_What is being asked_.
Say how many lines of these entries include the word "fabs", and answer with the number alone.

──────── Data listing ────────

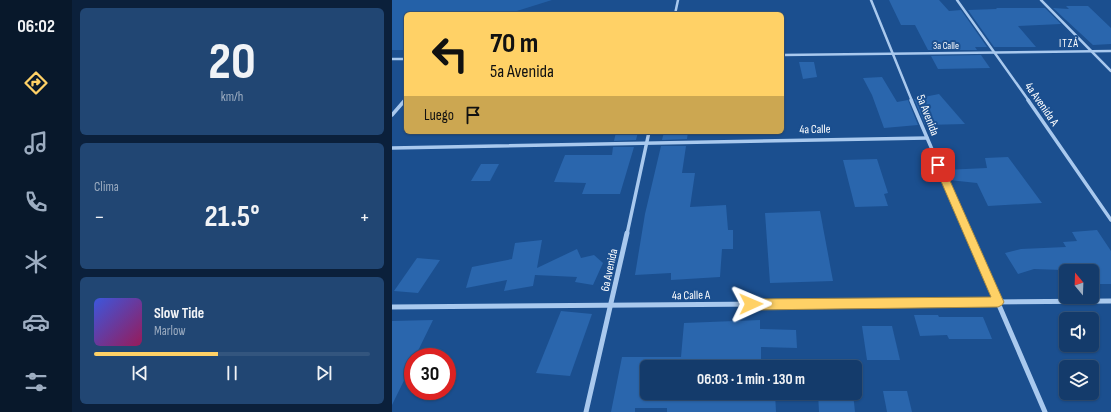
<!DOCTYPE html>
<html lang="es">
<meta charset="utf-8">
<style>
:root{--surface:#143b6b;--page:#214673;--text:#f1f3f6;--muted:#9dadc1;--line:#33557e;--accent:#ffd166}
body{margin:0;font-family:"Sofia Sans Condensed",sans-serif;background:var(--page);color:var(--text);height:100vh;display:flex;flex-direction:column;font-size:15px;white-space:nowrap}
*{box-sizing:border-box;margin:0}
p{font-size:13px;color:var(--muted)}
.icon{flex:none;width:22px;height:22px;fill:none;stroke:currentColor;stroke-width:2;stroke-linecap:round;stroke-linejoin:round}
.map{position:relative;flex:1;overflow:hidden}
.side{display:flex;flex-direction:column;gap:8px;padding:8px;background:#0b203b;width:320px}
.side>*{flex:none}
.banner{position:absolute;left:12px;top:12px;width:380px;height:122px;border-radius:6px;box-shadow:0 1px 3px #0004,0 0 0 1px var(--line);background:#ffd166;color:#111;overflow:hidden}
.needle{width:26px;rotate:341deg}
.fabs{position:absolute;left:667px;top:264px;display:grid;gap:8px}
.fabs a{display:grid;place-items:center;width:40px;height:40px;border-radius:6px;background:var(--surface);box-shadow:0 1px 3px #0004,0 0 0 1px var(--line);font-size:20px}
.speed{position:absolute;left:12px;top:348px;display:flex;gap:8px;font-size:20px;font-weight:700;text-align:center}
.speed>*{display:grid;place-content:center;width:52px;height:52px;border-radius:50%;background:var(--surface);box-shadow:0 1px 3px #0004,0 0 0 1px var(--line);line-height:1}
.speed .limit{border:6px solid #d22;background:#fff;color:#111}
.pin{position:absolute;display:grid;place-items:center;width:34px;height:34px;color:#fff;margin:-17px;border-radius:8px;box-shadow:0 2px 6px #0006}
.me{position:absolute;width:44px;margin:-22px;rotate:89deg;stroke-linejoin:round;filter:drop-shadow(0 0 3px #0008)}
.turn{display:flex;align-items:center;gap:14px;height:84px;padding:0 20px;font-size:18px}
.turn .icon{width:52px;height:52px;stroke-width:2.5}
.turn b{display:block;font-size:28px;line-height:34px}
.then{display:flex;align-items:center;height:38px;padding:0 20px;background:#0003;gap:8px;font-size:15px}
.big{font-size:30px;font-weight:700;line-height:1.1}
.side .card{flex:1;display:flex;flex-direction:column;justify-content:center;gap:6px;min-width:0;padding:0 14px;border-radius:6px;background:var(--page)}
.side .dial{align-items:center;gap:0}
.dial b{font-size:52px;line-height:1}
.song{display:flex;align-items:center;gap:12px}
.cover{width:48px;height:48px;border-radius:6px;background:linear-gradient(135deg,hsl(230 70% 55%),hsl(330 70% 35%))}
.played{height:4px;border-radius:2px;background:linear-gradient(90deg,var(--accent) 45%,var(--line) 45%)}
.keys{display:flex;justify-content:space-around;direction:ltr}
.heat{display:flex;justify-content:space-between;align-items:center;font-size:22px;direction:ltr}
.trip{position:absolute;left:248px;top:360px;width:222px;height:40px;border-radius:6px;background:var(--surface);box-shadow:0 1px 3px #0004,0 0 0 1px var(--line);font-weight:700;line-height:40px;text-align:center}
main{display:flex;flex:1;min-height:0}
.menu{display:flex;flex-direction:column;width:72px;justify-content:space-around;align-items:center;background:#08182b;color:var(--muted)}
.menu .icon{width:28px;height:28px}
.menu .current{color:var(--accent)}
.menu b{font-size:18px;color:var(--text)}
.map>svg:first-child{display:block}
.green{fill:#2461a8}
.building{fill:#2a66ad}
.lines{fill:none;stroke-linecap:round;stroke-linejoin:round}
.street-far2{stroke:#a9c9ee;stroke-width:2.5}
.street-far1{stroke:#a9c9ee;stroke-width:3.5}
.street{stroke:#a9c9ee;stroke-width:5}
.route{fill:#ffd166;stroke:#a68842}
.labels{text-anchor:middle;stroke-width:4;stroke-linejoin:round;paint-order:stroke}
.far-street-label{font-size:10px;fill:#fff;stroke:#1b4f8f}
.far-neighbourhood-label{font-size:11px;letter-spacing:1px;fill:#fff;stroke:#1b4f8f}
.street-label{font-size:12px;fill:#fff;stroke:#1b4f8f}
</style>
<main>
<nav class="menu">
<b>06:02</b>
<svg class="icon current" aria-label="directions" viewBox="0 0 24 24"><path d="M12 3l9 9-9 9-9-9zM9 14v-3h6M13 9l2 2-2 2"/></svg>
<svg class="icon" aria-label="music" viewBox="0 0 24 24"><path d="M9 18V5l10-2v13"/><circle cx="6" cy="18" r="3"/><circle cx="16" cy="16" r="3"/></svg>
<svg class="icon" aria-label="phone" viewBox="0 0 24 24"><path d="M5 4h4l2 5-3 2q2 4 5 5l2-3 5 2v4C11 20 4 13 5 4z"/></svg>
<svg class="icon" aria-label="climate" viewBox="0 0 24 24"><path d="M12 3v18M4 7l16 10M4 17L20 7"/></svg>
<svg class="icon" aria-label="car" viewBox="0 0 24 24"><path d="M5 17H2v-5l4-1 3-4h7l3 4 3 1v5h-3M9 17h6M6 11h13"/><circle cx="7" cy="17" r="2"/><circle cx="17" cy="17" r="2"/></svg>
<svg class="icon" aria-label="filters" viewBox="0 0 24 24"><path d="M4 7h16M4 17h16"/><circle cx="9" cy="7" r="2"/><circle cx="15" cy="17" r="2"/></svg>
</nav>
<section class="side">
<div class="card dial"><b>20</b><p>km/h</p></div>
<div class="card"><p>Clima</p>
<div class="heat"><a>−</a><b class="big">21.5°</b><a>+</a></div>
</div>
<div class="card">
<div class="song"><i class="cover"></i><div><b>Slow Tide</b><p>Marlow</p></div></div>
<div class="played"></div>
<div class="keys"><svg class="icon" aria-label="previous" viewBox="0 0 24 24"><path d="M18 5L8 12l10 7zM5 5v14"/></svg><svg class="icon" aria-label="pause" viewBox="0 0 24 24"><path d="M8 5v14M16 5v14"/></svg><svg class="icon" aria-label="next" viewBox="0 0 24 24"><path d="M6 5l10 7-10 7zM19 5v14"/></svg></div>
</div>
</section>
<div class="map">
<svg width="719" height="412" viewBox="0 0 719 412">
<rect width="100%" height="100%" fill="#1b4f8f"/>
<!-- green -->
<path class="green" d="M0 0H160L115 14H14V50H0Z"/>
<!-- building -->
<g class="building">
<path d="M497 0H547L557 11 569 10 595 47H583L585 50H536L523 25H509Z"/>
<path d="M674 6H696L719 28V44L701 45 661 8 677 9Z"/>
<path d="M604 8H653L669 24 626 26 644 47H602L576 10 605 9Z"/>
<path d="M589 55 598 68 546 69 539 56Z"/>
<path d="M407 62H422L425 77 411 79Z"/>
<path d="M490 77 505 102 516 100 526 125 492 128 480 95 471 78Z"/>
<path d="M547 94 573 124 533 125 522 99Z"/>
<path d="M224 132H246L244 140 222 141Z"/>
<path d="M272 132H296L295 139 270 140Z"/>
<path d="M269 146H294L290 173H303L298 207 334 205 336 230H341V249H330L328 277 279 280V273L243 275 253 214Z"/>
<path d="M221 147H242L228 194H190L194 183 162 182 173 155H220Z"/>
<path d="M616 157 650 203 596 206 585 183 557 180 552 170 595 168 593 158Z"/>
<path d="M485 159 496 193 492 194 496 206 463 207 451 160Z"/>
<path d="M89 164H107L98 181H79Z"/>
<path d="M428 211 441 281 378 283 373 213Z"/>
<path d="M705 230 719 251V284H700V271L642 269 626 274 613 253 629 249 674 247 671 242 685 241 680 232Z"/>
<path d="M150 240 145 268 185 249 189 258 202 255 211 263 201 285 183 282 185 277 143 275 141 286 112 291 115 280 74 288 80 267 120 259 123 243Z"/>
<path d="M25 258 48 260 26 293 2 291Z"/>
<path d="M169 311 200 314 178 376 144 373Z"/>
<path d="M522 315H546L547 317H591L600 339H557L555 335 528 336Z"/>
<path d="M41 320 23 357H21V362L0 405V321Z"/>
<path d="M368 320V329L404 330 405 348 369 347V367H255V393H383L384 412H275V408H243V412H219L230 357H289L292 323Z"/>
<path d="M470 326H500L508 360H475Z"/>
<path d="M491 391H515L520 412H495Z"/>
<path d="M426 393H461L463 412H427Z"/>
</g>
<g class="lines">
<!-- street-far2 -->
<g class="street-far2">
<path d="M479 0 520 101"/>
<path d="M565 0 637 101"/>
<path d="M649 0 719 71"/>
<path d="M283 14 286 0"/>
<path d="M390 55 719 51"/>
<path d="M0 59H14"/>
<path d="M13 101 14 99"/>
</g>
<!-- street-far1 -->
<g class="street-far1">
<path d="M519 100 576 234"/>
<path d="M636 100 719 220"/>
<path d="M0 115 13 100"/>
<path d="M0 148 535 138"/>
<path d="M235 234 257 132"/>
</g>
<!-- street -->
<g class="street">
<path d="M576 233 653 412"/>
<path d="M0 307 719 301"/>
<path d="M194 412 235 233"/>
</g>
</g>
<!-- route -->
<path class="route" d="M546 162 551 165 610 298 612 302 610 305 606 307 359 310 355 308 353 304 355 301 359 299 599 297 542 165Z"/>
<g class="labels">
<!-- far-street labels -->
<g class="far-street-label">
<text x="554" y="49">3a Calle</text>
</g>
<!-- far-neighbourhood labels -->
<g class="far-neighbourhood-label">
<text x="677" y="47">ITZÁ</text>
</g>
<!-- street labels -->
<g class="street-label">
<text transform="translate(650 104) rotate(55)" y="4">4a Avenida A</text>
<text transform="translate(536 115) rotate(69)" y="4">5a Avenida</text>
<text transform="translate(423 129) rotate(-1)" y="4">4a Calle</text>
<text transform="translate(217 270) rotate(-78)" y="4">6a Avenida</text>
<text transform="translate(299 295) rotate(-1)" y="4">4a Calle A</text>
</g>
</g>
</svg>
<div class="fabs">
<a><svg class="needle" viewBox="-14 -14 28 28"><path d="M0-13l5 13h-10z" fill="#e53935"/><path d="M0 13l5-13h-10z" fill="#9dadc1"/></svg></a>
<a><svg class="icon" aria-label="sound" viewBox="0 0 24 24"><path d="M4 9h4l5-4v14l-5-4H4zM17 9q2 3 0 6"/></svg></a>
<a><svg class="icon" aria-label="layers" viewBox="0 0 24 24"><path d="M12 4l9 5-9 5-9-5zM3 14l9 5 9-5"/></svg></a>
</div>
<div class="speed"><div class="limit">30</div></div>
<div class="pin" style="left:546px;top:165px;background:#d93025"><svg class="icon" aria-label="arrive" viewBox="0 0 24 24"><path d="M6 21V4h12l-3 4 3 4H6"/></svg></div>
<svg class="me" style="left:359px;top:304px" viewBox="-20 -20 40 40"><path d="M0-17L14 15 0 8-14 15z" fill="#ffd166" stroke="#fff" stroke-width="4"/></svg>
<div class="trip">06:03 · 1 min · 130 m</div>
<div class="banner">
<div class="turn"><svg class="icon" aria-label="left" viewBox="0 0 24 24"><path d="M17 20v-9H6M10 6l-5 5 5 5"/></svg><div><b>70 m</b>5a Avenida</div></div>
<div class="then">Luego<svg class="icon" aria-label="arrive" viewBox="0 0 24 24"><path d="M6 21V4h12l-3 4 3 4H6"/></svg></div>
</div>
</div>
</main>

────────

_Answer below_.
3